Full disclosure, I drank the kool-aid when it comes to retention fundraising. If you don't know what I mean, then read Roger M. Craver's great book, Retention Fundraising. (It's a quick read, do it, do it now! I'll wait.)
And if you aren't sure focusing on retention is important, check out the great statistics from the Fundraising Effectiveness Project. We, as a fundraisers, lose almost as much money through donor attrition, as we gain from new donors. Industry-wide, we manage to retain just 46% of our donors year-to-year. Ugh. That is a hideous statistic.
The bright spot is that $500+ donors seem to have a better retention rate. I hazard to guess that's because those giving at that level become high touch donors. They fall into the magical pool of potential major donors, and they get a little extra attention. Someone starts talking with them.
So, how can we apply that little bit of insight to the rest of your donors?

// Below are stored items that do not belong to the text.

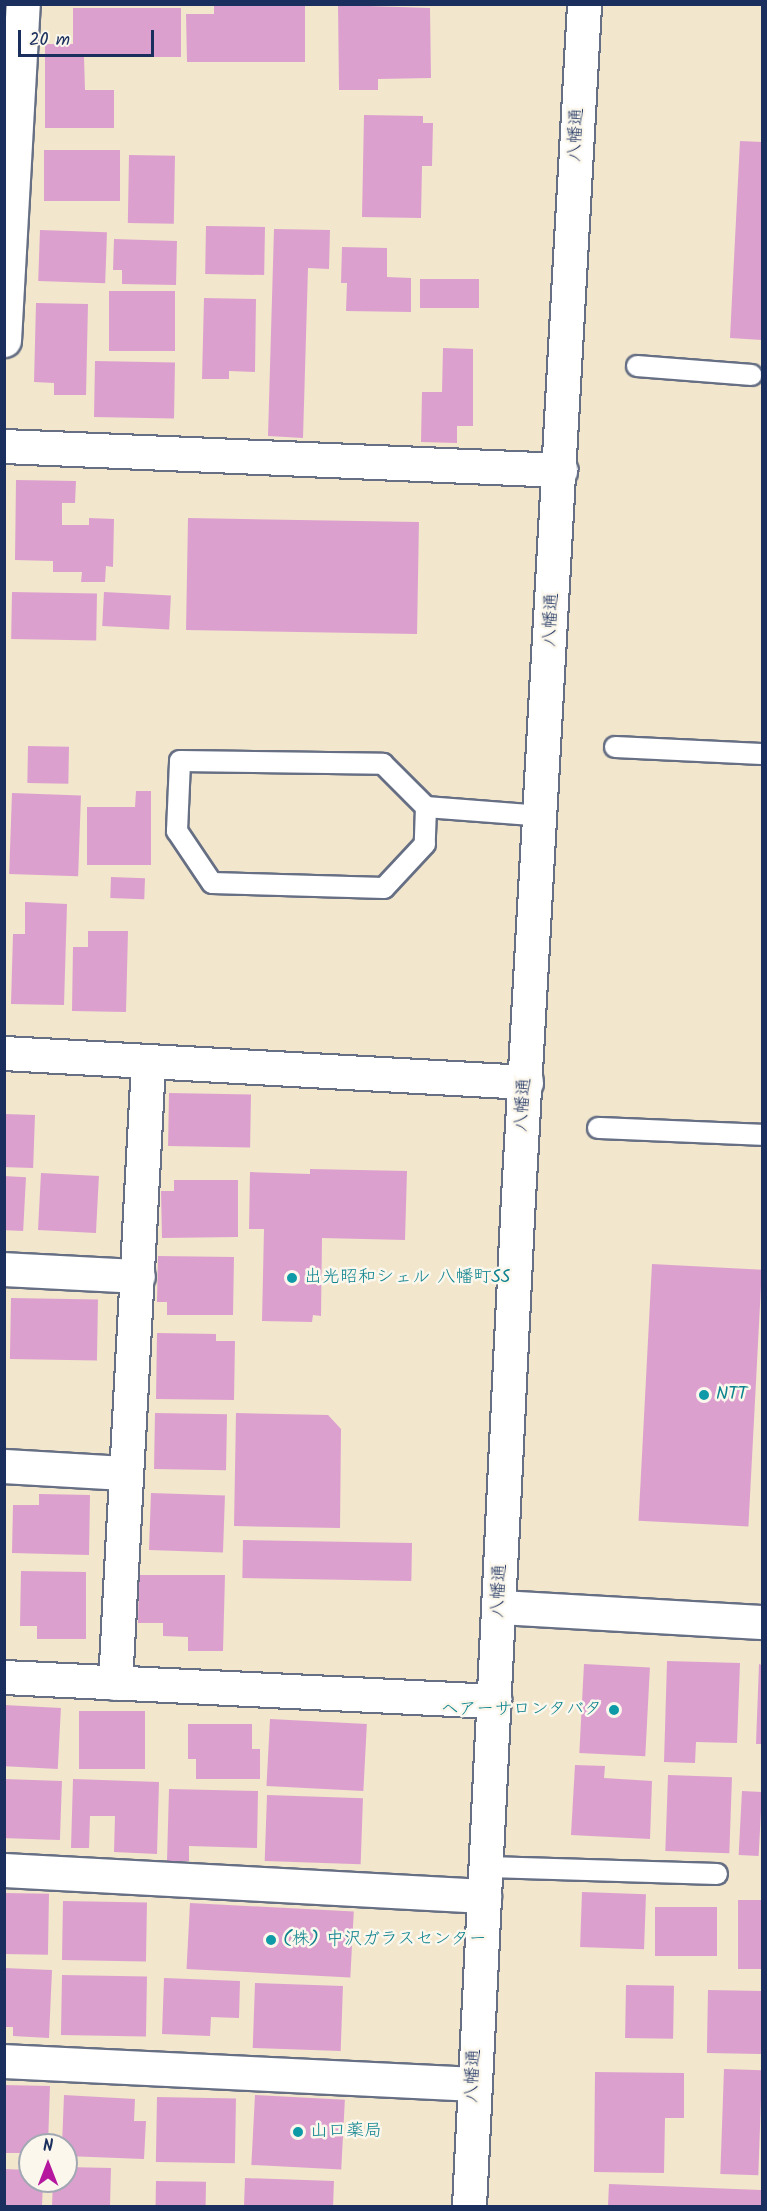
<!DOCTYPE html>
<meta charset="utf-8">
<style>
body{margin:0}
#map{position:relative;width:767px;height:2211px;overflow:hidden;background:#f2e6cc;font-family:Kalam,"Klee One",sans-serif}
div>[style]{position:absolute}
.building>*{inset:0;background:#dca0cf;transform-origin:0 0}
.roads{filter:drop-shadow(2px 0 #666f84) drop-shadow(-2px 0 #666f84) drop-shadow(0 2px #666f84) drop-shadow(0 -2px #666f84)}
.service>*{height:20px;margin:-10px;padding:0 10px;transform-origin:10px;border-radius:10px;background:#fff}
.minor>*{height:33px;margin:-16.5px;padding:0 16.5px;transform-origin:16.5px;border-radius:16.5px;background:#fff}
.tertiary>*{height:33px;margin:-16.5px;padding:0 16.5px;transform-origin:16.5px;border-radius:16.5px;background:#fff}
.dots>*{width:16px;height:16px;translate:-50% -50%;box-sizing:border-box;border:3px solid #fbf7ec;border-radius:50%}
span{translate:-50% -50%;white-space:nowrap;text-align:center;line-height:1.15;-webkit-text-stroke:5px #fbf7ec;paint-order:stroke}
.street-label{font-size:18px;color:#1b2f5e}
.culture-label{font-size:18px;color:#0d838f}
.left{translate:0 -50%;text-align:left}
.right{translate:-100% -50%;text-align:right}
.frame{position:absolute;inset:0;border:6px solid #1b2f5e;pointer-events:none}
.north{position:absolute;left:18px;top:2133px;width:60px;height:60px;box-sizing:border-box;background:#fbf7ec;border:2px solid #a1a7b3;border-radius:50%;rotate:0deg;font-size:16px;font-weight:700;line-height:24px;text-align:center;color:#1b2f5e}
.north::after{content:'';display:block;margin:auto;width:21px;height:27px;background:#b5179e;clip-path:polygon(50% 0,100% 100%,50% 72%,0 100%)}
.scale{position:absolute;left:18px;top:30px;width:136px;height:27px;box-sizing:border-box;border:3px solid #1b2f5e;border-top:0;padding-left:8px;font-size:18px;line-height:21px;white-space:nowrap;color:#1b2f5e;-webkit-text-stroke:4px #fbf7ec;paint-order:stroke}
</style>
<div id="map">
<div class="building">
<i style="clip-path:polygon(214px 4px,305px 4px,305px 62px,187px 62px,186px 14px,214px 14px)"></i>
<i style="clip-path:polygon(338px 5px,430px 8px,431px 78px,378px 79px,378px 90px,339px 90px)"></i>
<i style="clip-path:polygon(73px 8px,181px 8px,181px 57px,84px 57px,85px 90px,114px 90px,114px 128px,45px 128px,45px 44px,73px 44px)"></i>
<i style="clip-path:polygon(364px 115px,423px 116px,423px 123px,433px 123px,432px 166px,422px 166px,421px 218px,362px 217px)"></i>
<i style="clip-path:polygon(740px 141px,762px 142px,762px 340px,730px 338px)"></i>
<i style="left:44px;top:150px;width:76px;height:51px"></i>
<i style="left:129px;top:155px;width:46px;height:68px;rotate:1deg"></i>
<i style="left:206px;top:226px;width:59px;height:48px;rotate:1deg"></i>
<i style="clip-path:polygon(274px 229px,330px 230px,329px 269px,308px 268px,303px 438px,268px 436px)"></i>
<i style="left:40px;top:230px;width:67px;height:51px;rotate:2deg"></i>
<i style="clip-path:polygon(114px 239px,177px 241px,176px 285px,122px 284px,122px 270px,113px 270px)"></i>
<i style="clip-path:polygon(342px 247px,387px 248px,387px 277px,411px 278px,411px 312px,346px 311px,347px 283px,341px 283px)"></i>
<i style="left:420px;top:279px;width:59px;height:29px"></i>
<i style="left:109px;top:291px;width:66px;height:60px"></i>
<i style="clip-path:polygon(204px 298px,256px 299px,255px 372px,229px 371px,229px 379px,202px 379px)"></i>
<i style="clip-path:polygon(36px 303px,88px 304px,86px 395px,54px 395px,54px 383px,34px 382px)"></i>
<i style="clip-path:polygon(443px 348px,473px 349px,473px 426px,457px 426px,457px 443px,421px 442px,422px 392px,442px 392px)"></i>
<i style="left:95px;top:361px;width:80px;height:56px;rotate:1deg"></i>
<i style="clip-path:polygon(16px 480px,76px 481px,75px 503px,62px 503px,62px 525px,89px 525px,89px 518px,114px 519px,113px 567px,106px 566px,105px 582px,81px 582px,82px 572px,53px 572px,53px 561px,15px 560px)"></i>
<i style="left:188px;top:518px;width:231px;height:112px;rotate:1deg"></i>
<i style="left:12px;top:592px;width:85px;height:47px;rotate:1deg"></i>
<i style="left:104px;top:592px;width:67px;height:34px;rotate:3deg"></i>
<i style="left:28px;top:746px;width:41px;height:37px;rotate:1deg"></i>
<i style="clip-path:polygon(136px 791px,151px 791px,151px 865px,87px 865px,87px 807px,135px 807px)"></i>
<i style="left:12px;top:793px;width:69px;height:81px;rotate:2deg"></i>
<i style="left:111px;top:877px;width:34px;height:21px;rotate:2deg"></i>
<i style="clip-path:polygon(25px 902px,67px 904px,64px 1005px,11px 1004px,13px 934px,25px 934px)"></i>
<i style="clip-path:polygon(88px 931px,128px 931px,126px 1012px,72px 1011px,73px 947px,88px 947px)"></i>
<i style="left:169px;top:1093px;width:82px;height:53px;rotate:1deg"></i>
<i style="left:4px;top:1114px;width:31px;height:53px;rotate:2deg"></i>
<i style="clip-path:polygon(310px 1169px,407px 1171px,405px 1240px,322px 1238px,321px 1316px,313px 1315px,312px 1322px,262px 1321px,264px 1229px,249px 1229px,250px 1172px,310px 1174px)"></i>
<i style="left:41px;top:1173px;width:58px;height:57px;rotate:3deg"></i>
<i style="left:4px;top:1176px;width:22px;height:54px;rotate:3deg"></i>
<i style="clip-path:polygon(174px 1180px,238px 1180px,238px 1237px,162px 1238px,161px 1191px,174px 1191px)"></i>
<i style="clip-path:polygon(158px 1256px,234px 1257px,233px 1315px,167px 1315px,167px 1302px,157px 1302px)"></i>
<i style="left:652px;top:1264px;width:110px;height:257px;rotate:3deg"></i>
<i style="left:11px;top:1298px;width:87px;height:61px;rotate:1deg"></i>
<i style="clip-path:polygon(157px 1333px,216px 1334px,216px 1341px,235px 1341px,234px 1400px,156px 1399px)"></i>
<i style="left:155px;top:1413px;width:72px;height:56px;rotate:1deg"></i>
<i style="clip-path:polygon(236px 1413px,328px 1415px,341px 1429px,340px 1528px,234px 1526px)"></i>
<i style="left:151px;top:1493px;width:74px;height:57px;rotate:2deg"></i>
<i style="clip-path:polygon(39px 1494px,90px 1495px,89px 1555px,12px 1553px,13px 1505px,39px 1505px)"></i>
<i style="left:243px;top:1540px;width:169px;height:38px;rotate:1deg"></i>
<i style="clip-path:polygon(21px 1571px,86px 1572px,86px 1639px,37px 1639px,37px 1626px,20px 1626px)"></i>
<i style="clip-path:polygon(139px 1575px,225px 1575px,223px 1651px,188px 1651px,188px 1637px,163px 1636px,163px 1623px,138px 1623px)"></i>
<i style="clip-path:polygon(667px 1661px,740px 1663px,737px 1743px,696px 1742px,695px 1763px,664px 1762px)"></i>
<i style="left:584px;top:1664px;width:66px;height:89px;rotate:3deg"></i>
<i style="clip-path:polygon(759px 1664px,762px 1665px,762px 1744px,756px 1744px)"></i>
<i style="left:4px;top:1705px;width:57px;height:61px;rotate:3deg"></i>
<i style="left:79px;top:1711px;width:66px;height:58px"></i>
<i style="left:270px;top:1719px;width:97px;height:67px;rotate:3deg"></i>
<i style="clip-path:polygon(188px 1724px,252px 1724px,252px 1749px,260px 1749px,260px 1779px,196px 1779px,196px 1759px,188px 1759px)"></i>
<i style="clip-path:polygon(575px 1765px,605px 1766px,604px 1778px,652px 1781px,650px 1839px,571px 1835px)"></i>
<i style="left:668px;top:1775px;width:64px;height:76px;rotate:2deg"></i>
<i style="left:4px;top:1779px;width:58px;height:59px;rotate:2deg"></i>
<i style="clip-path:polygon(73px 1779px,159px 1782px,157px 1854px,114px 1852px,115px 1816px,90px 1816px,89px 1848px,71px 1848px)"></i>
<i style="clip-path:polygon(169px 1789px,258px 1791px,257px 1848px,189px 1846px,189px 1861px,167px 1861px)"></i>
<i style="left:742px;top:1791px;width:20px;height:64px;rotate:3deg"></i>
<i style="left:267px;top:1795px;width:96px;height:66px;rotate:2deg"></i>
<i style="left:582px;top:1892px;width:64px;height:55px;rotate:2deg"></i>
<i style="left:4px;top:1893px;width:45px;height:61px;rotate:1deg"></i>
<i style="left:738px;top:1900px;width:24px;height:69px"></i>
<i style="left:63px;top:1901px;width:84px;height:59px;rotate:1deg"></i>
<i style="left:190px;top:1903px;width:164px;height:66px;rotate:3deg"></i>
<i style="left:655px;top:1907px;width:62px;height:49px"></i>
<i style="clip-path:polygon(4px 1968px,52px 1970px,49px 2038px,13px 2036px,13px 2027px,4px 2027px)"></i>
<i style="left:62px;top:1975px;width:85px;height:60px;rotate:1deg"></i>
<i style="clip-path:polygon(164px 1978px,240px 1981px,239px 2018px,211px 2017px,210px 2036px,162px 2034px)"></i>
<i style="left:255px;top:1983px;width:88px;height:65px;rotate:2deg"></i>
<i style="left:626px;top:1985px;width:48px;height:53px;rotate:1deg"></i>
<i style="left:708px;top:1990px;width:54px;height:63px;rotate:1deg"></i>
<i style="left:724px;top:2069px;width:38px;height:105px;rotate:2deg"></i>
<i style="clip-path:polygon(595px 2072px,684px 2073px,684px 2118px,665px 2118px,664px 2173px,594px 2172px)"></i>
<i style="clip-path:polygon(4px 2085px,50px 2086px,48px 2145px,30px 2145px,30px 2153px,4px 2153px)"></i>
<i style="clip-path:polygon(64px 2095px,135px 2099px,134px 2121px,146px 2121px,144px 2159px,66px 2156px,66px 2145px,62px 2145px)"></i>
<i style="left:255px;top:2095px;width:90px;height:70px;rotate:3deg"></i>
<i style="left:157px;top:2097px;width:79px;height:65px;rotate:1deg"></i>
<i style="clip-path:polygon(66px 2167px,111px 2168px,110px 2206px,52px 2206px,53px 2181px,66px 2181px)"></i>
<i style="clip-path:polygon(4px 2169px,30px 2170px,30px 2181px,43px 2181px,42px 2206px,4px 2206px)"></i>
<i style="left:245px;top:2178px;width:89px;height:28px;rotate:2deg"></i>
<i style="left:156px;top:2181px;width:50px;height:25px;rotate:1deg"></i>
<i style="clip-path:polygon(609px 2184px,761px 2190px,761px 2206px,608px 2206px)"></i>
</div>
<div class="roads">
<div class="service">
<i style="left:637px;top:366px;width:115px;rotate:4.5deg"></i>
<i style="left:615px;top:747px;width:147px;rotate:2.7deg"></i>
<i style="left:426px;top:807px;width:37px;rotate:92deg"></i>
<i style="left:425px;top:844px;width:60px;rotate:133deg"></i>
<i style="left:384px;top:888px;width:172px;rotate:-178.3deg"></i>
<i style="left:212px;top:883px;width:63px;rotate:-123.9deg"></i>
<i style="left:177px;top:831px;width:70px;rotate:-87.5deg"></i>
<i style="left:180px;top:761px;width:203px;rotate:0.8deg"></i>
<i style="left:383px;top:764px;width:61px;rotate:45deg"></i>
<i style="left:426px;top:807px;width:116px;rotate:4.4deg"></i>
<i style="left:598px;top:1128px;width:164px;rotate:2.4deg"></i>
<i style="left:485px;top:1867px;width:232px;rotate:1.7deg"></i>
</div>
<div class="minor">
<i style="left:4px;top:340px;width:337px;rotate:-86.8deg"></i>
<i style="left:4px;top:446px;width:557px;rotate:2.47deg"></i>
<i style="left:4px;top:1053px;width:523px;rotate:3.18deg"></i>
<i style="left:4px;top:1269px;width:134px;rotate:3deg"></i>
<i style="left:4px;top:1466px;width:121px;rotate:3.3deg"></i>
<i style="left:499px;top:1607px;width:263px;rotate:3.3deg"></i>
<i style="left:4px;top:1677px;width:491px;rotate:2.8deg"></i>
<i style="left:115px;top:1683px;width:620px;rotate:-86.95deg"></i>
<i style="left:4px;top:1870px;width:481px;rotate:3.1deg"></i>
<i style="left:4px;top:2061px;width:471px;rotate:2.8deg"></i>
</div>
<div class="tertiary">
<i style="left:469px;top:2206px;width:1010px;rotate:-87.22deg"></i>
<i style="left:518px;top:1197px;width:1195px;rotate:-86.83deg"></i>
</div>
</div>
<div class="dots">
<i style="left:292px;top:1278px;background:#0f9aa8"></i>
<i style="left:704px;top:1395px;background:#0f9aa8"></i>
<i style="left:614px;top:1710px;background:#0f9aa8"></i>
<i style="left:271px;top:1940px;background:#0f9aa8"></i>
<i style="left:298px;top:2132px;background:#0f9aa8"></i>
</div>
<div class="street-label">
<span style="left:577px;top:135px;rotate:-87deg">八幡通</span>
<span style="left:552px;top:620px;rotate:-87deg">八幡通</span>
<span style="left:524px;top:1105px;rotate:-86deg">八幡通</span>
<span style="left:500px;top:1591px;rotate:-87deg">八幡通</span>
<span style="left:474px;top:2076px;rotate:-87deg">八幡通</span>
</div>
<div class="culture-label">
<span class="left" style="left:304px;top:1278px">出光昭和シェル 八幡町SS</span>
<span class="left" style="left:716px;top:1395px">NTT</span>
<span class="right" style="left:602px;top:1710px">ヘアーサロンタバタ</span>
<span class="left" style="left:283px;top:1940px">(株) 中沢ガラスセンター</span>
<span class="left" style="left:310px;top:2132px">山口薬局</span>
</div>
<div class="frame"></div>
<div class="north">N</div>
<div class="scale">20 m</div>
</div>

I don't have all the answers. What I do have is some experience. I've maintained fundraising programs that hum along at a 70%+ donor retention rate. To do this, I worked really hard at shifting our approach from messaging to conversing - with all donors. Here is how you can do that, too:
1. Once a year, call your donors to say thank you and ask if they have any questions for you.
2. Create a donor survey that is shared everywhere (website, blog, gift confirmation emails, thank you letters) which asks donors how you are doing on key things like communicating where their gift goes and the ease of donating.
3. Send hand-signed Thanksgiving cards, expressing your appreciation for making your work possible.
4. Ask your donors their preference on when and how often they receive appeals, and then track that preference and uphold it.
5. Send small postcards with program photos on the front, and statistics on the back, throughout the year - no ask included, but contact information is clearly printed. Its a cheap but efficient way to share milestones with your donors, and keep them feeling connected.